J Med Internet Res. 2026 Jul 10;28:e101388. doi: 10.2196/101388.
ABSTRACT
BACKGROUND: Parenting interventions can improve parental and child outcomes across diverse settings. However, less is known about how family size, including the number of children, shapes baseline conditions, and how intervention effects unfold over time. Most studies also focus on average treatment effects, with limited attention to heterogeneity across family contexts and trajectories of change.
OBJECTIVE: This study examined whether the number of children was associated with baseline differences in parental and child outcomes, moderated immediate postintervention effects, and shaped postintervention trajectories over 6- and 12-month follow-up periods.
METHODS: We conducted secondary analysis of a pragmatic cluster randomized controlled trial evaluating a universal digital-human parenting intervention delivered through the preschool system in China (N=541). Families were categorized by the number of children (1, 2, 3, or more). We examined (1) baseline differences in parental and child outcomes, (2) moderation of intervention effectiveness at immediate postintervention, and (3) trajectories of change over 6- and 12-month follow-up periods using mixed-effects models.

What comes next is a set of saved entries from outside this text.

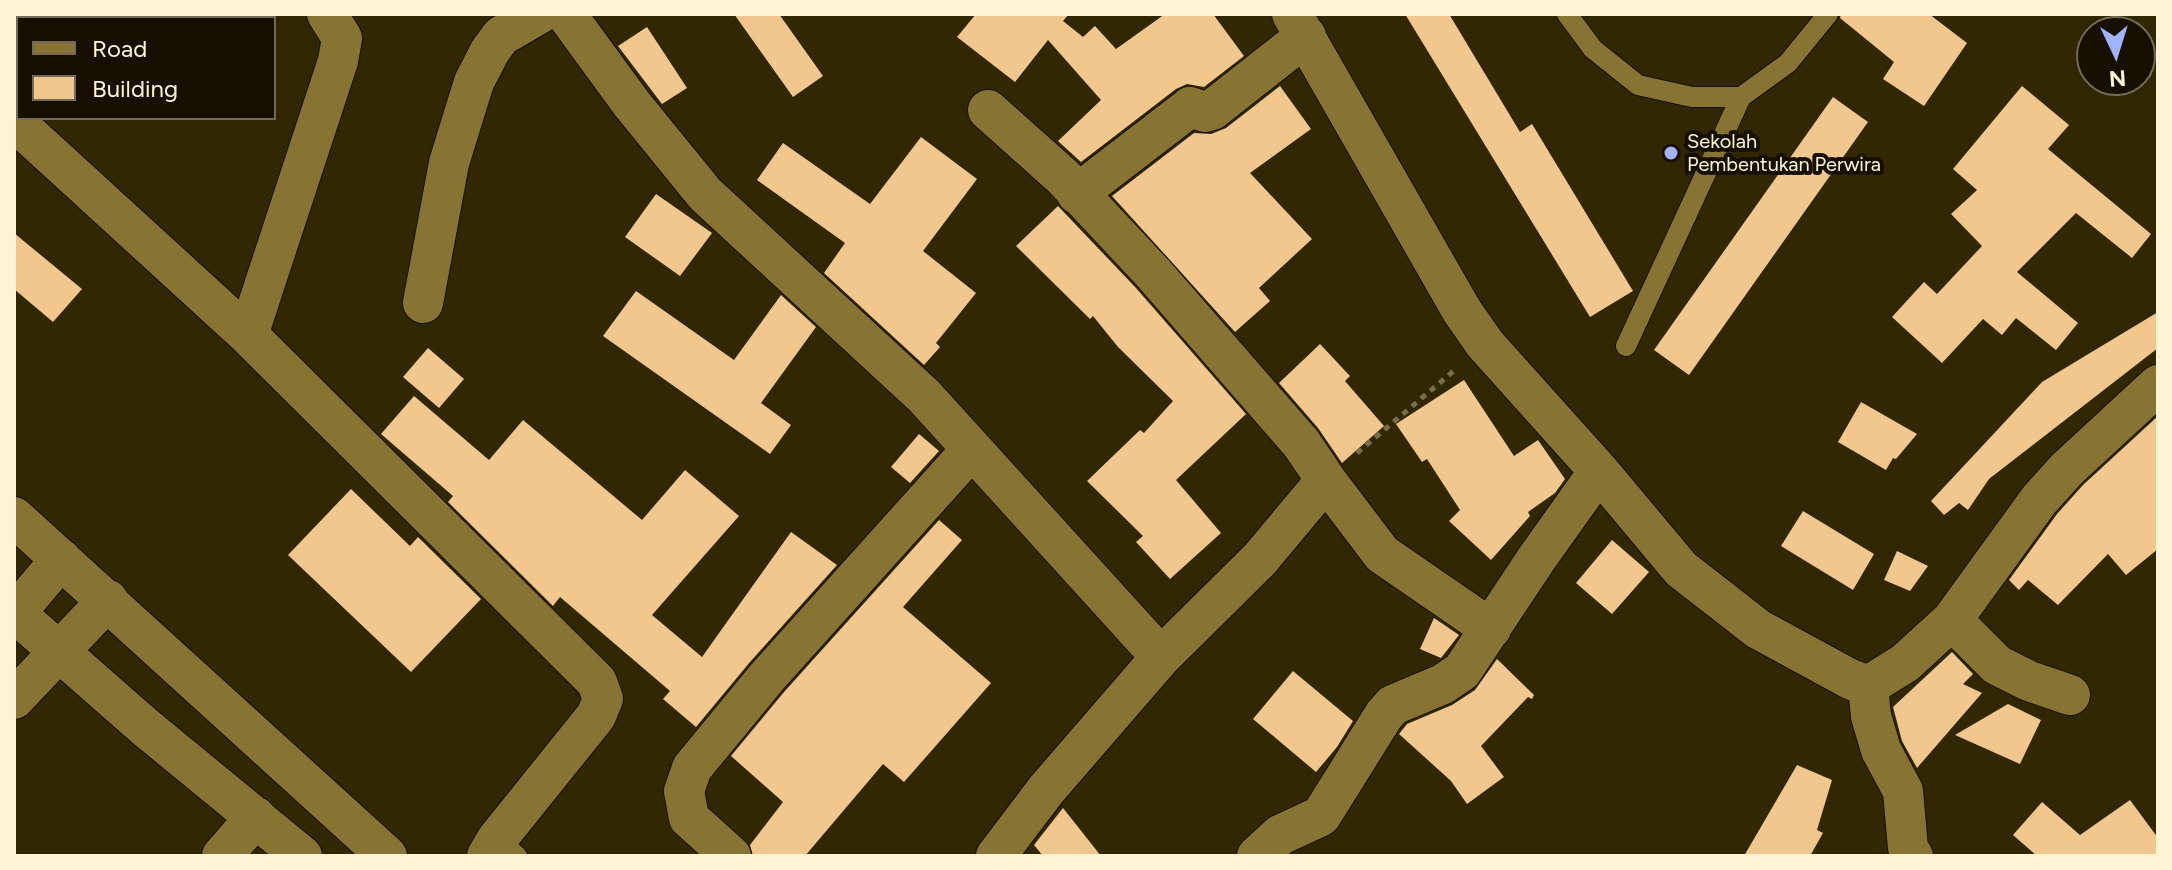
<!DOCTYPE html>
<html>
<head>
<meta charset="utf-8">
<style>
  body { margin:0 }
  #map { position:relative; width:2172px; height:870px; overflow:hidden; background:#312703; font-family:Figtree,sans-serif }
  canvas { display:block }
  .frame { position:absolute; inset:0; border:16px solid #fef4d4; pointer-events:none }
  .legend { position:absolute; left:16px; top:16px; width:260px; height:104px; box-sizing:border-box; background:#171000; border:2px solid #736b55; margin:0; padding:10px 14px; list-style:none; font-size:24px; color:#fef4d4 }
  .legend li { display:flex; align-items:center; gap:16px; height:40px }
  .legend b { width:40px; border:2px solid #736b55 }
  .north { position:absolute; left:2076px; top:16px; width:80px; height:80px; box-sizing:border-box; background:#171000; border:2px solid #736b55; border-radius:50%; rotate:176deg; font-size:22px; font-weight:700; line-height:32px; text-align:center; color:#fef4d4 }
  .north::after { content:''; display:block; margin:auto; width:28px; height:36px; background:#a1b3fd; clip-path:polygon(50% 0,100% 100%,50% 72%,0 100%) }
</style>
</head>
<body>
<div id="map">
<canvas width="2172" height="870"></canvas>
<div class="frame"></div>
<ul class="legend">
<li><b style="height:10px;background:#877433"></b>Road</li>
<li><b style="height:22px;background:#f2c78e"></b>Building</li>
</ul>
<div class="north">N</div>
</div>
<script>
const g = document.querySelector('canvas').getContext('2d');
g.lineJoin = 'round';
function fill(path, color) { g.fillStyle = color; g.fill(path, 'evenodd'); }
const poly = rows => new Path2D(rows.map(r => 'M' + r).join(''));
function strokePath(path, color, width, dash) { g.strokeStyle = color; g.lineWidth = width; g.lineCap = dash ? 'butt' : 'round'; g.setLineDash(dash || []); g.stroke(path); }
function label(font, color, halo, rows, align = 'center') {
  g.font = font + ' Figtree,sans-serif'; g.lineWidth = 8; g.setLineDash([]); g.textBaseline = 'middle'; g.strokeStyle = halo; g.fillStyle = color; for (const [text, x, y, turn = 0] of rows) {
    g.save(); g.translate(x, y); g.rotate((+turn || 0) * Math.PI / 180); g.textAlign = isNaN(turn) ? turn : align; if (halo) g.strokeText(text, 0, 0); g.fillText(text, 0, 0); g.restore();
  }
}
const building = poly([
  [734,14,779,14,823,76,793,97],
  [976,14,1069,14,1063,21,1083,37,1095,26,1116,49,1165,14,1213,14,1244,56,1204,87,1187,84,1176,89,1081,162,1058,141,1101,100,1048,40,1015,82,957,37],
  [1405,14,1449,14,1520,132,1532,124,1633,291,1590,317],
  [1841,14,1929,14,1967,43,1924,106,1883,79,1894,62,1840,18],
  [647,27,687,88,662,104,618,46],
  [1280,86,1311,129,1250,173,1312,239,1259,288,1270,301,1235,332,1112,196,1194,133,1211,134,1226,128],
  [2022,86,2069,125,2048,149,2151,234,2132,258,2076,213,2017,272,2078,323,2056,350,2016,318,2002,335,1983,319,1942,363,1892,317,1924,282,1937,294,1982,246,1951,214,1977,190,1953,169],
  [1833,97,1868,122,1689,375,1654,350],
  [921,137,977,179,923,251,976,293,936,343,940,347,924,365,824,273,845,243,757,180,783,143,870,204],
  [656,194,712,233,680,276,625,237],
  [1058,206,1136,288,1246,414,1176,480,1221,533,1170,579,1136,542,1143,536,1087,481,1140,430,1144,433,1173,401,1118,347,1093,316,1090,319,1016,246],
  [14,233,82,289,53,322,14,289],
  [636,291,734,360,781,295,816,327,761,403,791,425,770,454,603,336],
  [2158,312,2158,348,1989,479,1968,510,1959,503,1944,515,1931,501,2042,382],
  [1320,344,1350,376,1345,381,1384,426,1342,463,1318,428,1279,383],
  [428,348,464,379,439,408,403,377],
  [1464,380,1514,456,1538,440,1565,479,1555,493,1528,512,1530,516,1491,560,1449,521,1460,510,1427,459,1422,462,1396,424],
  [414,396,489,460,523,420,642,520,685,470,739,516,652,615,702,657,791,532,837,565,750,662,696,727,663,699,670,691,560,597,553,606,448,502,453,496,381,434],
  [1861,402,1917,434,1896,459,1893,458,1886,470,1838,442],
  [2158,416,2158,549,2126,575,2108,554,2058,605,2028,580,2019,590,2009,580,2057,514,2083,485],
  [919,434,939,451,910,483,891,467],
  [351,489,410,546,418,537,481,599,411,672,288,555],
  [1803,511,1874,554,1853,590,1781,546],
  [939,520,962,540,903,607,991,683,904,782,883,764,805,856,753,856,750,845,783,802,731,756,784,692],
  [1612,540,1649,572,1612,614,1576,583],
  [1897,551,1928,566,1910,591,1884,580],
  [1434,618,1459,635,1441,658,1420,649],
  [1952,652,1973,674,1963,684,1982,693,1917,768,1902,741,1893,707],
  [1497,659,1534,695,1532,699,1528,697,1481,746,1504,777,1467,804,1451,781,1399,734,1407,724,1452,705,1475,690],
  [1293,671,1353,721,1337,747,1316,772,1253,719],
  [2008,704,2041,720,2020,764,1955,735],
  [1797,765,1832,780,1817,830,1823,833,1810,856,1744,856],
  [2130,800,2158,838,2158,856,2037,856,2013,835,2042,802,2080,835],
  [1063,808,1101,856,1043,856,1034,845]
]);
const path = poly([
  [1357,453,1456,369]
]);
const lane = poly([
  [1567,14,1593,49,1638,85,1692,97,1741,97],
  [1626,346,1741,97,1788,63,1828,14],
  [497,839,517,856]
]);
const street = poly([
  [566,14,631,103,705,194,924,396,1161,657],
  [1292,14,1462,311,1485,344,1599,471,1681,569,1758,629,1850,679,1868,686,1905,663,1952,620,2039,500,2067,469,2158,385],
  [125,18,129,14],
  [988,110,1063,177,1153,273,1301,443,1326,480,1382,554,1491,629],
  [14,121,248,335,597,682,603,699,596,716,497,839,487,856],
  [1077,194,1185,111,1190,107,1205,112,1212,110,1306,36],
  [423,303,449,163,474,82,490,51,501,36,539,14],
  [248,335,338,61,342,38,327,14],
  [14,517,387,856],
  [14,612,145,727,302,856],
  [14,615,61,559],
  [1952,620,1997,665,2029,681,2070,695],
  [1868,686,1871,716,1881,750,1903,791,1908,848,1913,856],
  [14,699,108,600],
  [222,856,256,817],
  [731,856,689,818,684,791,692,768,767,677,972,449],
  [996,856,1046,790,1161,657,1260,559,1326,480],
  [1257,856,1280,835,1321,816,1384,715,1393,705,1443,684,1462,671,1537,558,1599,471]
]);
const markers = [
  [1671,153,8,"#a1b3fd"]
];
const poiNames = [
  ["Sekolah",1687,142],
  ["Pembentukan Perwira",1687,165]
];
fill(building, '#f2c78e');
strokePath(lane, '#161000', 22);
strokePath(street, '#161000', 42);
strokePath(path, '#786e4b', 5, [6, 6]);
strokePath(lane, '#877433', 20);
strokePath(street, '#877433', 40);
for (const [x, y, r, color] of markers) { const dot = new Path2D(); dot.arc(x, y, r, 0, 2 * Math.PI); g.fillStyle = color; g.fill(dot); strokePath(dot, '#171000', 3); }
label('20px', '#fef4d4', '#171000', poiNames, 'left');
</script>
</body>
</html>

RESULTS: Of the 541 enrolled families, 494 were included in the complete-case baseline analysis. Compared with 1-child families, 2-child families, and families with 3 or more children, reported lower levels of baseline early learning and stimulation and proactive parenting, as well as greater endorsement of corporal punishment and higher parenting stress. We found no statistically significant evidence that the number of children moderated immediate postintervention effects. In intervention-group trajectory analyses, 2-child families showed greater improvement in early learning and stimulation at the 6-month follow-up (b=3.966, 95% CI 1.468-6.463). Families with 3 or more children showed a similar pattern (b=5.749, 95% CI 0.536-10.962), although estimates for this subgroup were less precise because of the small sample size. This subgroup also showed larger but more variable reductions in selected child behavioral outcomes over follow-up.

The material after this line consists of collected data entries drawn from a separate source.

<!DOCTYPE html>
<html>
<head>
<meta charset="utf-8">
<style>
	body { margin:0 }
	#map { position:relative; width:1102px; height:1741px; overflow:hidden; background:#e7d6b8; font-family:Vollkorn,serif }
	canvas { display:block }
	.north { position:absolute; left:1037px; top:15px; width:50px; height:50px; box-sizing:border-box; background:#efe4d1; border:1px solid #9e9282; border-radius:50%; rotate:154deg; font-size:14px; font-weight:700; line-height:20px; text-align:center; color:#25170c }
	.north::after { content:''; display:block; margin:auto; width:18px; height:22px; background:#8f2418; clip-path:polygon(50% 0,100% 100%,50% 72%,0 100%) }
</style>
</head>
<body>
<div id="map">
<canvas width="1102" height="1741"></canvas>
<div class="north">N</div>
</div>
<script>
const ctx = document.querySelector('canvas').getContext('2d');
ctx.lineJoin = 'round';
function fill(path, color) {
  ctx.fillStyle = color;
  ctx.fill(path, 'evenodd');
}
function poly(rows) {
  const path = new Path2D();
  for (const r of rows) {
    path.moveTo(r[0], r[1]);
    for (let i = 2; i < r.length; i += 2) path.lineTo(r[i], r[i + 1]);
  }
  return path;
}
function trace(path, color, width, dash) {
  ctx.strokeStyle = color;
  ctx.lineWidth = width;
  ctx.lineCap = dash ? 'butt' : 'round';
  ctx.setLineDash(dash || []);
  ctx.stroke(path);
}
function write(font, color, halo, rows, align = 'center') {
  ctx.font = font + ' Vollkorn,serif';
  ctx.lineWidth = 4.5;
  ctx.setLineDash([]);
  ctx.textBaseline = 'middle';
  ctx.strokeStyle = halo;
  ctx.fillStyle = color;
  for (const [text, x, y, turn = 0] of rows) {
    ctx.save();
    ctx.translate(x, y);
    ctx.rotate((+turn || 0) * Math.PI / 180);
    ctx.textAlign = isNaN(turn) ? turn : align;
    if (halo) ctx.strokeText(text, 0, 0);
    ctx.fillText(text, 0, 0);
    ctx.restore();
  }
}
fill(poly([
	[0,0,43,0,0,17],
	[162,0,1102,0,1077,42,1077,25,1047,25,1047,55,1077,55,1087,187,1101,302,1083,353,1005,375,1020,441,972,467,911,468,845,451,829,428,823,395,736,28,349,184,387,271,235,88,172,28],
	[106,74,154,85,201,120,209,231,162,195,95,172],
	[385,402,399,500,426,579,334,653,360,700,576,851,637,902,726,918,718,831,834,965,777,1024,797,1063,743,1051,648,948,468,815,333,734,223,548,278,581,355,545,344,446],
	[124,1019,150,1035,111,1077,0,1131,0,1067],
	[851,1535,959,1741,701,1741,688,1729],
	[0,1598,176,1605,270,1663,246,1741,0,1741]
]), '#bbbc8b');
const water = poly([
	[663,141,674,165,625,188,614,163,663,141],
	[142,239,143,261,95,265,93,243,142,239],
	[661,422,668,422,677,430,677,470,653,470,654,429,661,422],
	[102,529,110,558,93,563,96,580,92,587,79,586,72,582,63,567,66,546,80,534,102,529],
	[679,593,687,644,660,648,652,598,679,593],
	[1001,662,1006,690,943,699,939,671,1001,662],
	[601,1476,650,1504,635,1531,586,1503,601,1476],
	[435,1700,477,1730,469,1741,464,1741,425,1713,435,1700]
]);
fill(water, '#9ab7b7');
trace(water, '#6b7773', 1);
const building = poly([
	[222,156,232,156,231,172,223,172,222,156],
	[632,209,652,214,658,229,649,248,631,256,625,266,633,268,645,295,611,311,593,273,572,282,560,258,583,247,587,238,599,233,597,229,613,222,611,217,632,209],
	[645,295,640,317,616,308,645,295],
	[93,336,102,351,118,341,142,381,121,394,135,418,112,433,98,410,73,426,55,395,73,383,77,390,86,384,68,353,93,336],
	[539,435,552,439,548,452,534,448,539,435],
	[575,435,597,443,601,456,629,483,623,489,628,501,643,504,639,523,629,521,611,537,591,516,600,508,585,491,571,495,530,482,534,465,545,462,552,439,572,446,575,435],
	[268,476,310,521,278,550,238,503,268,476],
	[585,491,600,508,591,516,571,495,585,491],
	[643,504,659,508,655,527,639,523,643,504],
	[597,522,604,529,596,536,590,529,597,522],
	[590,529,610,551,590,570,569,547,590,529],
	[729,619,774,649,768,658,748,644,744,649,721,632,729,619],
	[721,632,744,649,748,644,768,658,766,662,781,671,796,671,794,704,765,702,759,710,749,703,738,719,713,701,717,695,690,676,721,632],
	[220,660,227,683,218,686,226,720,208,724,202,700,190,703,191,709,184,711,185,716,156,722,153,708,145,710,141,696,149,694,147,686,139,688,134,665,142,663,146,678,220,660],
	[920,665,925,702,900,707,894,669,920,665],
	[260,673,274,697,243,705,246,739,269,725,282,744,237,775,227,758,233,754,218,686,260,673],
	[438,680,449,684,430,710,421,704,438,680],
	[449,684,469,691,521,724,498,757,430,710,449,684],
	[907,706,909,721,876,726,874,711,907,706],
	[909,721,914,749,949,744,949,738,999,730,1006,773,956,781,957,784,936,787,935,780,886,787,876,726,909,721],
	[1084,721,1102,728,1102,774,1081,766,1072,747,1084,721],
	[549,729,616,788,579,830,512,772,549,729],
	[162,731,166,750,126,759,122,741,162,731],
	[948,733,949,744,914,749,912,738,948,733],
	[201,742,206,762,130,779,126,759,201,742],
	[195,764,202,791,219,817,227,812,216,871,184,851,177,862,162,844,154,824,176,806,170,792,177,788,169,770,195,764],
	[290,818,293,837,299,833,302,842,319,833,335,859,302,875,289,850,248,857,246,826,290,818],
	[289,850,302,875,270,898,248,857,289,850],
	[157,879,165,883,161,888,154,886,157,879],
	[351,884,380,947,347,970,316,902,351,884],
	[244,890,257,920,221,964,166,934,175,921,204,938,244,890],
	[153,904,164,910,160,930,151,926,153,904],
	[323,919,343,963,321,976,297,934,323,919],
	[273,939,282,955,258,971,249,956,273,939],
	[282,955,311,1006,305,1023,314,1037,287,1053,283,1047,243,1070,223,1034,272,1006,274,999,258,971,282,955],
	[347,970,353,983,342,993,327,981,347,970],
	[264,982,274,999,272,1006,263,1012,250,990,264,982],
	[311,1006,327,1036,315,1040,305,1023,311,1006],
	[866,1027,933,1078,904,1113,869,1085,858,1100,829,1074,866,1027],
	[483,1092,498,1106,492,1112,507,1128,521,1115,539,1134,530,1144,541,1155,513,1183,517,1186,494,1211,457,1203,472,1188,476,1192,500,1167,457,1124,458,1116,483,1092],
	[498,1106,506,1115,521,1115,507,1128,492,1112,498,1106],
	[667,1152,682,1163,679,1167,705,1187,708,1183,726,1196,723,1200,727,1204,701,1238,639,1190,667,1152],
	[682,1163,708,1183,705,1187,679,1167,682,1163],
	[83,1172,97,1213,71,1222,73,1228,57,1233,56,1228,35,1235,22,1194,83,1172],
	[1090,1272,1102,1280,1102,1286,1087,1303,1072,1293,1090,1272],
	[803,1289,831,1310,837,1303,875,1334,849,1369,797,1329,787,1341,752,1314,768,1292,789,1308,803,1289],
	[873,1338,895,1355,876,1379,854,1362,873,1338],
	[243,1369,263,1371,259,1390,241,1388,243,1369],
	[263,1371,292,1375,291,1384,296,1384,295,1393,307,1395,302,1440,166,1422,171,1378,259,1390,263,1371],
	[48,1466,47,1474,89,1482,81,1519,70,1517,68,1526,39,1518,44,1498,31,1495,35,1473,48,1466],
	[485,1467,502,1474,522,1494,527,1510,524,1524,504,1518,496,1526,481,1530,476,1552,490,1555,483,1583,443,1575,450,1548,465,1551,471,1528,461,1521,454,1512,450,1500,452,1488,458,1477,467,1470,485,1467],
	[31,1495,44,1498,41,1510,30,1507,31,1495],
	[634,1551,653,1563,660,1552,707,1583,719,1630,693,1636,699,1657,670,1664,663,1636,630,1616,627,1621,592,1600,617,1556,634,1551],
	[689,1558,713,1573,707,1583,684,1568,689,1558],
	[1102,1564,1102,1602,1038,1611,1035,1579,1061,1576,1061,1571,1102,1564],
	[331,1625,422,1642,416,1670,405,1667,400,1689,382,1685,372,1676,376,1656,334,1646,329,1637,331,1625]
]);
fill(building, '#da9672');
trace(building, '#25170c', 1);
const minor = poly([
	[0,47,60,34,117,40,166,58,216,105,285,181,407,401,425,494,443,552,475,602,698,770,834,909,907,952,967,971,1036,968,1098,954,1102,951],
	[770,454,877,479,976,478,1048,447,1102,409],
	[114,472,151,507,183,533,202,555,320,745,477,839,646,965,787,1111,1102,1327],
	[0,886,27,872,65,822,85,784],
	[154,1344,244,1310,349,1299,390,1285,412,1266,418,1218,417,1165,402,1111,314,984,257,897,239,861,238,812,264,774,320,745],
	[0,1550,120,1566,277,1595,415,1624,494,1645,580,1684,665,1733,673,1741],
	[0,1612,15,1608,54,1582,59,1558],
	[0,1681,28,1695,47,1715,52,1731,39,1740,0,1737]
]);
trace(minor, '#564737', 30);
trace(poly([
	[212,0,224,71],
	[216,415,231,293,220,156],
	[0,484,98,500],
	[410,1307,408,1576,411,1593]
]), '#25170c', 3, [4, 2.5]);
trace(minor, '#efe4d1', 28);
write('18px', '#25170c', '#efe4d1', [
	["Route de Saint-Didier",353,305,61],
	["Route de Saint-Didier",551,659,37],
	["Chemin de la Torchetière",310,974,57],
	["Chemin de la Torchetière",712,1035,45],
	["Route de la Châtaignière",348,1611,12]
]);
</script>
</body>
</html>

CONCLUSIONS: Family size might not always be associated with short-term intervention effectiveness but was associated with divergence in longer-term trajectories. These findings suggest that caregiving demands are relevant for the sustainability of intervention effects. By integrating baseline differences, short-term effects, and longitudinal trajectories within a single framework, this study highlights the importance of moving beyond average treatment effects to more dynamic, context-sensitive evaluations. Designing parenting interventions, particularly scalable digital-human programs, that incorporate sustained and context-responsive support may be critical for addressing variation in family structure and enhancing long-term effectiveness.